Program Control

As with virtually all programming languages, the Unix shell provides the capability for conditional logic statements. Unlike other languages however, this capability comes in two distinct components, a testing component and a control component. These separate components can be used independently or in combination with each other.

Conditional Testing Statements

The first component used to build conditional statements is the test command. The test command is typically referenced using pairs of square brackets, that is [ ]. Test is used to evaluate the logical condition of its enclosed arguments and therefore always returns a boolean value (as before, TRUE implies an exit status of zero, FALSE implies an exit status of non-zero). The test command is a very powerful and flexible command which requires careful attention to detail when used. The generic syntax of the test command looks as follows:

 	[ condition to test ]

The conditions for which test can check are quite numerous (and are partially listed in the table below). Starting with a simple example, consider the following:

	$ [ -f /etc/passwd ] [Enter]	
	$ echo $? [Enter]
	0

In this example, when used with the -f option, test returns a TRUE status if the file /etc/passwd exists and is an ordinary file, otherwise it returns FALSE (indicated by a non-zero status). Thus, in this example, the /etc/passwd file does exist as an ordinary file as evident by the zero return status.

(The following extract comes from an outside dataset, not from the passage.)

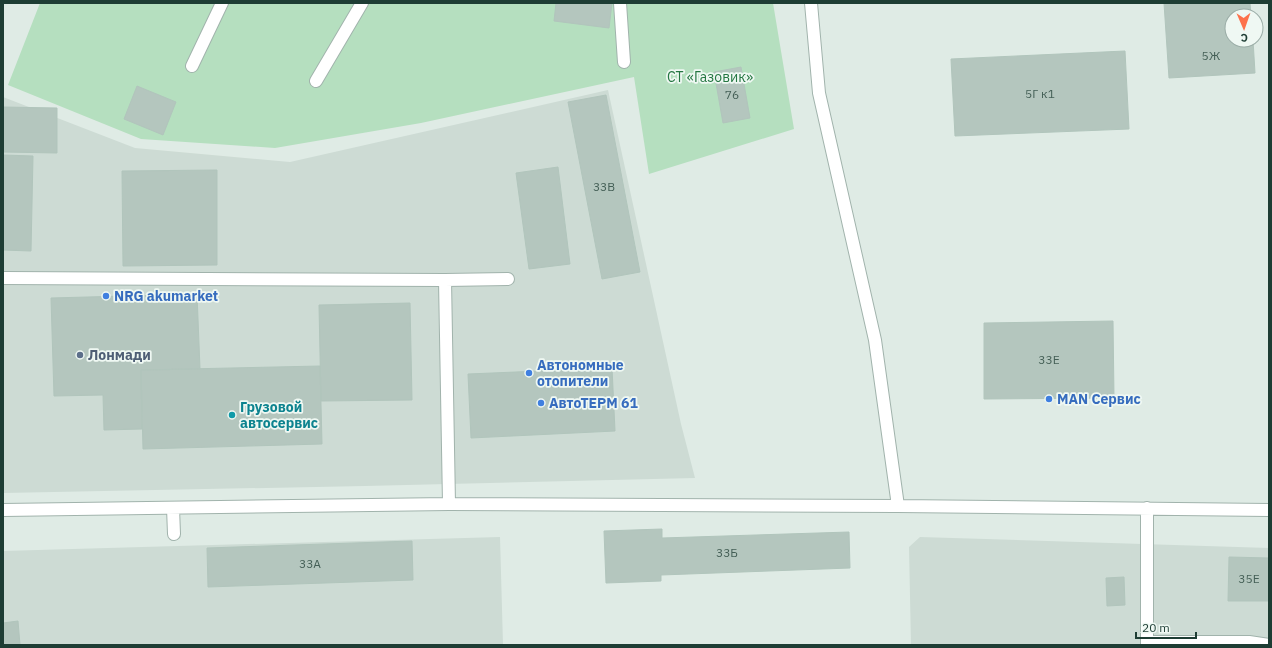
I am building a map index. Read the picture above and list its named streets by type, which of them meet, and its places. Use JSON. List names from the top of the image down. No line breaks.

It is important to note from the start that test is quite the persnickety command. Notice the spaces following the open bracket and preceding the closing bracket. These are mandatory and frequently the source of errors reported by test. Consider the following example noting the missing space before the closing bracket:

	$ [ -f /etc/passwd] [Enter]	
	ksh: [: missing ]

In this example, test fails to parse the command as entered and the shell returns a rather cryptic error message. Whenever errors result from using the test command, it is a good practice to examine your usage of test, paying close attention to syntax, specifically spacing.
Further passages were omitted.